L'organisation a plaidé que l'ajout des dates de ces conflits armés ne tenait pas compte des sacrifices de ceux qui ont servi dans des pays comme le Rwanda, la Bosnie ou Haïti, ou ceux d'autres membres des Forces armées ayant perdu la vie au cours d'autres opérations.

Le chef libéral Justin Trudeau, qui était présent à la cérémonie, a préféré ne pas se commettre dans ce dossier.

«C'est Ottawa, il va souvent y avoir de la controverse. Je préfère me concentrer sur le jour du Souvenir plutôt que de faire de la politique», a-t-il simplement laissé tomber.

Jour du Souvenir férié au Québec?

Du côté de Québec, la cérémonie se déroulait aussi sous la protection d'un dispositif de sécurité déployé autour du monument de la croix du sacrifice, à l'entrée des plaines d'Abraham.

Des policiers en uniforme de l'escouade tactique montaient notamment la garde sur les fortifications du Vieux-Québec, en face de l'Assemblée nationale.

Après la cérémonie, le ministre fédéral de la Sécurité publique, Steven Blaney, a affirmé qu'il était prêt à travailler pour que le jour du Souvenir soit férié au Québec, comme c'est le cas également dans la fonction publique fédérale et dans certaines provinces.
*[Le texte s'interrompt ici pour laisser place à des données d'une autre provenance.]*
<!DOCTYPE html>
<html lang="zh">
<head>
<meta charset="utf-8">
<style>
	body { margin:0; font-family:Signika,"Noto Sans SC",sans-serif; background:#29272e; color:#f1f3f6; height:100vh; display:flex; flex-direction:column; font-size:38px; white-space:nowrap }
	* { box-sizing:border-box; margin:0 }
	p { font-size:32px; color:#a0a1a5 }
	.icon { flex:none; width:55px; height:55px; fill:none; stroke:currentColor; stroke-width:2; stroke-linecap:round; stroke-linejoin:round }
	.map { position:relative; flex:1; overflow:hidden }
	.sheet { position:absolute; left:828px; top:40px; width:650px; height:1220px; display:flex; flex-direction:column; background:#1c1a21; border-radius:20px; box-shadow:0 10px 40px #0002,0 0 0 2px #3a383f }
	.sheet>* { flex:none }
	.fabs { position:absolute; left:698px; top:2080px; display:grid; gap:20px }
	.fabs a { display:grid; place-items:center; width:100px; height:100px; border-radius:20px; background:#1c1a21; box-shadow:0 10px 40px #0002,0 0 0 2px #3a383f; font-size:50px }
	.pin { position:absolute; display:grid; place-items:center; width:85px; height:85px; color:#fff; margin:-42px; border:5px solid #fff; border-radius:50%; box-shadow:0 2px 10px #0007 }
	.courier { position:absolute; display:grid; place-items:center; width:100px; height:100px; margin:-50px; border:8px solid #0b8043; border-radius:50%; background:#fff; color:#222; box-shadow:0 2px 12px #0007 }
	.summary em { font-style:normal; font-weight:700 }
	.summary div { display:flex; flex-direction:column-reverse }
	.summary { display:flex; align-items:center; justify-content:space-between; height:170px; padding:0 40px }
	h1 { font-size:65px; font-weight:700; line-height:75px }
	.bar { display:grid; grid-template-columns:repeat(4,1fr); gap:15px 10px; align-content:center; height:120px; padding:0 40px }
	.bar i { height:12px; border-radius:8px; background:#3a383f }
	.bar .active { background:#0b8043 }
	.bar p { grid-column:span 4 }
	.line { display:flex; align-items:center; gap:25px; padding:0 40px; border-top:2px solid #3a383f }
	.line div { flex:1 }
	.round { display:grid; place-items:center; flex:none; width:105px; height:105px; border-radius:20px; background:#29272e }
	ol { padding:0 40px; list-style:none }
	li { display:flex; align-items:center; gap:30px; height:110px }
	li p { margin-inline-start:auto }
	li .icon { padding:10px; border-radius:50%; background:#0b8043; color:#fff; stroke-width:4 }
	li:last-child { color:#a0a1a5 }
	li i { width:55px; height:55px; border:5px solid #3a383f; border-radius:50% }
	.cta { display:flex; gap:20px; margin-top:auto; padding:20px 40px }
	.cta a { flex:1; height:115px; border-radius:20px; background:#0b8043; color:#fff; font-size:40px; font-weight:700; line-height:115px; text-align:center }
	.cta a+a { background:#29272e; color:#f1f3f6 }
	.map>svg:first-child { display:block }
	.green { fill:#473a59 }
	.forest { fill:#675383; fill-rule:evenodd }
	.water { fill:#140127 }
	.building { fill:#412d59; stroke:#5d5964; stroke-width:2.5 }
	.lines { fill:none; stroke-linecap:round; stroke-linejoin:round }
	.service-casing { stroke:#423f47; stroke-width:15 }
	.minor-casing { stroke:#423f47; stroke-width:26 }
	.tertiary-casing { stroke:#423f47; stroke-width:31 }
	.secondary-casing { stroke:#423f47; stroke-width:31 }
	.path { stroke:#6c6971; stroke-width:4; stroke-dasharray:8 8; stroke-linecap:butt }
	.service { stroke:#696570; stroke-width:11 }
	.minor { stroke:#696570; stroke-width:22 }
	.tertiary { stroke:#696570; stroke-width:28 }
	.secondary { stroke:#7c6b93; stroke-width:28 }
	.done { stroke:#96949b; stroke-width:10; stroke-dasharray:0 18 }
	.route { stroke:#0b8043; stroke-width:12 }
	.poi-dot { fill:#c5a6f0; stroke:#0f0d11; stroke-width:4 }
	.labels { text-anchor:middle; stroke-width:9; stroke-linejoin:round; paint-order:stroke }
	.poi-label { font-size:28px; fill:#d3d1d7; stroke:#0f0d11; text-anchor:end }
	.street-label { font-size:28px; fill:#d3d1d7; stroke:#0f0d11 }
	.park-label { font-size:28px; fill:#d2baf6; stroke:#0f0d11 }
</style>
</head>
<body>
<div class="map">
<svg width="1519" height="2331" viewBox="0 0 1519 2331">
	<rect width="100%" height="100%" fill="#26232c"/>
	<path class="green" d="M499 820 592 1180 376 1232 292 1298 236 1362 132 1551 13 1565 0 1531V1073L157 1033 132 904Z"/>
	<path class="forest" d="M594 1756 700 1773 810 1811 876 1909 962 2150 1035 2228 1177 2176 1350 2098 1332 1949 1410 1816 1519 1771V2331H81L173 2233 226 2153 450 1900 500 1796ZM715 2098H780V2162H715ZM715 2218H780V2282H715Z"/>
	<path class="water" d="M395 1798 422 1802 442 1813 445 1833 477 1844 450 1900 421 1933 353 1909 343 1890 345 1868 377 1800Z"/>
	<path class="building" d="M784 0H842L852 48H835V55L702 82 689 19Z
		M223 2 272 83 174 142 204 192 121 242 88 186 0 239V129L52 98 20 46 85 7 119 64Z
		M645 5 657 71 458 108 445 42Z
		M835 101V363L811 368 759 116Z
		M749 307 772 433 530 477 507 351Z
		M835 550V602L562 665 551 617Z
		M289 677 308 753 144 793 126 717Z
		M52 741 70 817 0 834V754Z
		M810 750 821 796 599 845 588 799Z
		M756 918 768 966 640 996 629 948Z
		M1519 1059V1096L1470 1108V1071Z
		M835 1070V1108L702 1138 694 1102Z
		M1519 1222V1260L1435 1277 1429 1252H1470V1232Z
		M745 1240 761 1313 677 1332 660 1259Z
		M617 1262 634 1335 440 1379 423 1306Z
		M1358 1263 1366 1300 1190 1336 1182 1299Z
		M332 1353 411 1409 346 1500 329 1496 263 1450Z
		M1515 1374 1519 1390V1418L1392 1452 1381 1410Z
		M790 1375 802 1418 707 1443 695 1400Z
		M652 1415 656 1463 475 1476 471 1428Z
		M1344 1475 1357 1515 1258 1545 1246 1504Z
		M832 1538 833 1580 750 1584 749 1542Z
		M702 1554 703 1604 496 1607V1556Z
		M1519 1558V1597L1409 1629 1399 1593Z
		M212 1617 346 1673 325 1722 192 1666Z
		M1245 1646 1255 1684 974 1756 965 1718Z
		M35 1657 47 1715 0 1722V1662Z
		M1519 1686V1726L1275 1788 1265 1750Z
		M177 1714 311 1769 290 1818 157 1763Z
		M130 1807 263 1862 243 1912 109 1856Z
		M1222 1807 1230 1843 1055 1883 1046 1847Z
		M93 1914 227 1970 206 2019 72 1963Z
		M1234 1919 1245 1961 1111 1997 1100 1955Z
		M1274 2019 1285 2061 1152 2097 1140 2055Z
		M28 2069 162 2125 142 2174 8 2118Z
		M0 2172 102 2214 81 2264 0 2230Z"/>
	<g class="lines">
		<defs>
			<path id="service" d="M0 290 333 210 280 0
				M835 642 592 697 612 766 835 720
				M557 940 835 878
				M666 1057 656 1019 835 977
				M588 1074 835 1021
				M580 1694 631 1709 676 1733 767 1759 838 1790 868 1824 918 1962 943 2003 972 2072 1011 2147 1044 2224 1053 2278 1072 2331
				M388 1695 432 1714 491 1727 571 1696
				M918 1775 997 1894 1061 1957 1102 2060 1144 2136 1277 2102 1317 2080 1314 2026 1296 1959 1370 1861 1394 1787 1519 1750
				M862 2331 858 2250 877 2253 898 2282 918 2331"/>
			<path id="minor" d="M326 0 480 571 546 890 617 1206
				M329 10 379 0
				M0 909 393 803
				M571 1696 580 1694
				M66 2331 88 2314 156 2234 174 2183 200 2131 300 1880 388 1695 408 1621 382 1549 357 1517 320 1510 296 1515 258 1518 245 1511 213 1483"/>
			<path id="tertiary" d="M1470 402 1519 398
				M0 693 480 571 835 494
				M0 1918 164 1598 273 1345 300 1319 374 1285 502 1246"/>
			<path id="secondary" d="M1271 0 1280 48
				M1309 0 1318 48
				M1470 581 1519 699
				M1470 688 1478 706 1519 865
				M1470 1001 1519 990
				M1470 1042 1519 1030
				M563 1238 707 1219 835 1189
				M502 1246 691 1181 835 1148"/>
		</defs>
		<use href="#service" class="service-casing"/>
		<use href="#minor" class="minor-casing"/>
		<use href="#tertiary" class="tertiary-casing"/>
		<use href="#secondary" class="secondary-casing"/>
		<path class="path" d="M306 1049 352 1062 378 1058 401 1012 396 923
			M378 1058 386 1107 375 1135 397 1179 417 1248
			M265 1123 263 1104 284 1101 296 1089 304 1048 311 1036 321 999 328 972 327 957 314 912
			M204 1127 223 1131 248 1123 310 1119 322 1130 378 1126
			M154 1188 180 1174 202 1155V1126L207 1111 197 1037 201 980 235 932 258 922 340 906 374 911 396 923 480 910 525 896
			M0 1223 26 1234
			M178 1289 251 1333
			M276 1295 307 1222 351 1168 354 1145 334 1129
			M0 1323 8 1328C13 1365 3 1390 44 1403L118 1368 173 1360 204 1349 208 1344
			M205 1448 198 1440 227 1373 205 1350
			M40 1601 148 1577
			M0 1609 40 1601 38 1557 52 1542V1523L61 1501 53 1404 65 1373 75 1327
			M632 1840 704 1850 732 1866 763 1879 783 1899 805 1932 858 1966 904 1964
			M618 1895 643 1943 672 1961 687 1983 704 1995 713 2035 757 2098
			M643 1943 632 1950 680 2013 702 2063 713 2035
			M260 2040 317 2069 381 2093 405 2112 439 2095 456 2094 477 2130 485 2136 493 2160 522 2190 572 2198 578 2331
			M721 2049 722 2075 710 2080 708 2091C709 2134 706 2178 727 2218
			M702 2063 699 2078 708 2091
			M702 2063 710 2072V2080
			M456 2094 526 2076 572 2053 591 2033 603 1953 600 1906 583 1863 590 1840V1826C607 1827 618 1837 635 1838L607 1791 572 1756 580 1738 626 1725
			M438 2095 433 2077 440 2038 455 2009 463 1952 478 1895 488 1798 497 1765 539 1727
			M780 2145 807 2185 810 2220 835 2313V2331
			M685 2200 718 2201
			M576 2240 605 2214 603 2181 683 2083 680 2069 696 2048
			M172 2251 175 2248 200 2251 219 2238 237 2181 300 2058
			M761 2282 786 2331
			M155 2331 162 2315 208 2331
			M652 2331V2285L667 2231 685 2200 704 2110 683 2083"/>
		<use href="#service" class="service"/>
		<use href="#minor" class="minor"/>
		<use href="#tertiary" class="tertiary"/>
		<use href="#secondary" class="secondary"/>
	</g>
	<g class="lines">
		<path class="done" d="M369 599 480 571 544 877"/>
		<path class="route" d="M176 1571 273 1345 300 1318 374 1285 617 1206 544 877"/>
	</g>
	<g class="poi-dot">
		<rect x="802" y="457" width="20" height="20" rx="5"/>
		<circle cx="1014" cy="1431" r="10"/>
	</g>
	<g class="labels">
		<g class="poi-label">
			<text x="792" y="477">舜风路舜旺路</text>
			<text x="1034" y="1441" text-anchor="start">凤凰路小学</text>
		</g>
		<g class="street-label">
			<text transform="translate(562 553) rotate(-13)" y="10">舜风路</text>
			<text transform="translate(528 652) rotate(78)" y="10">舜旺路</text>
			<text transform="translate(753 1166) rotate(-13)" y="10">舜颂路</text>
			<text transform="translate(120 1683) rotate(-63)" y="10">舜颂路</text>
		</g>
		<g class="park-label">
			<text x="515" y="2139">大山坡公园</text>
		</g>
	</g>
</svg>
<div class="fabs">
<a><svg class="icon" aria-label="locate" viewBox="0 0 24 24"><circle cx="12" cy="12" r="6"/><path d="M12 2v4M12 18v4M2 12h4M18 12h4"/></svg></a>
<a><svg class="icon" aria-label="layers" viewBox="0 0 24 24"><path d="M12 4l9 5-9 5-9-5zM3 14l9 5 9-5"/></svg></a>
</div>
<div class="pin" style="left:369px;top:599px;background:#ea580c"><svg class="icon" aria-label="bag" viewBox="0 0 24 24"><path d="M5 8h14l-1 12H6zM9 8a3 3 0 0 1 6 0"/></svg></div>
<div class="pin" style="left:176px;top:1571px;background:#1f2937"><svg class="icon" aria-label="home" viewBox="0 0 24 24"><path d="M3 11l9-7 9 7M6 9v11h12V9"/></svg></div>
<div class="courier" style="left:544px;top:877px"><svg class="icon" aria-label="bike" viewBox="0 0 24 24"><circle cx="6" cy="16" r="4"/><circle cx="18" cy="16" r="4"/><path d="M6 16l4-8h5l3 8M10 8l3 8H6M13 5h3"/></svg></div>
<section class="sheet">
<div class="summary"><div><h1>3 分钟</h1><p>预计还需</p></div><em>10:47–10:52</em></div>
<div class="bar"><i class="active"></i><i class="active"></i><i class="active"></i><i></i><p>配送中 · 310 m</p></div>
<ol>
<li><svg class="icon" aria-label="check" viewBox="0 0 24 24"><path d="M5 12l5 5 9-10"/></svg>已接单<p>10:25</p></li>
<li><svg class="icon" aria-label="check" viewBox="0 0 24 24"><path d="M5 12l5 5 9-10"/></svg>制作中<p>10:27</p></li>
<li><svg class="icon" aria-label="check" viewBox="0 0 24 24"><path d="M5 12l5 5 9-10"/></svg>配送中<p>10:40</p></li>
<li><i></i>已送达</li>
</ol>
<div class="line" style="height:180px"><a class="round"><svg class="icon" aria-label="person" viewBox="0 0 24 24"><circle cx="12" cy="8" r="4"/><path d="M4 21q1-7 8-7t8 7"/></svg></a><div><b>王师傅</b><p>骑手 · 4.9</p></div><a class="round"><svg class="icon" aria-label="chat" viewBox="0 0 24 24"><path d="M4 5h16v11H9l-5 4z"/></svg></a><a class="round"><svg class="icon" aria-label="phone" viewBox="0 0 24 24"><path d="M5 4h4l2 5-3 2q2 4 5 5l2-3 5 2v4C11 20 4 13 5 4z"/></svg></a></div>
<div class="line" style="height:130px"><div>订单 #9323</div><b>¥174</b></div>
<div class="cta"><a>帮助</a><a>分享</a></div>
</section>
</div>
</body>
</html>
«Je souhaite que le 11 novembre on prenne une pause comme nation pour apprécier nos valeurs, notre liberté, notre démocratie et aussi pour exprimer notre reconnaissance», a-t-il dit aux journalistes.

M. Blaney a expliqué que les récents événements qui ont secoué Ottawa, où un attentat a causé la mort d'un militaire, constituent une raison de plus d'être reconnaissant envers les militaires.

«On est extrêmement reconnaissants envers les gens qui nous protègent», a-t-il dit.

Présent à la cérémonie, le premier ministre Philippe Couillard a déclaré ensuite qu'il analysera la possibilité de faire du jour du Souvenir une journée fériée à la lumière des considérations économiques et symboliques.

«On a entendu cette recommandation, on va l'analyser fortement, a-t-il dit. Tout cela a des conséquences économiques importantes. Par contre le symbole est majeur. Je le ressens chaque 11 novembre. On va en discuter avec le gouvernement fédéral, consulter également la société civile.»

Ailleurs au pays

Des cérémonies de commémoration ont eu lieu aux quatre coins du pays en ce 96e jour du Souvenir.

Environ 1000 personnes se sont rassemblées du côté de Saint-Jean-sur-Richelieu, où l'adjudant Patrice Vincent a été happé mortellement par un jeune homme «radicalisé» le 20 octobre dernier.

Le maire de la municipalité, Michel Fecteau, a affirmé que la cérémonie avait quelque chose de particulier cette année en raison de ce tragique événement et assuré que jamais cela ne tomberait dans l'oubli.

À Hamilton, ville natale du caporal Nathan Cirillo, la foule était plus nombreuse qu'à l'accoutumée.

Et dans la foulée de la mort tragique du jeune homme de 24 ans, le jour du Souvenir risque de prendre un nouveau sens aux yeux de certains, selon le lieutenant-colonel Rick Bialachowski.

«En grandissant, j'assistais aux cérémonies du jour du Souvenir pour mon père, mais je pense que je ne saisissais pas véritablement ce que voulait dire le jour du Souvenir», a relaté le militaire.

«Je crois que désormais, beaucoup de monde peut associer un nom à ce que signifie le jour du Souvenir», a-t-il suggéré.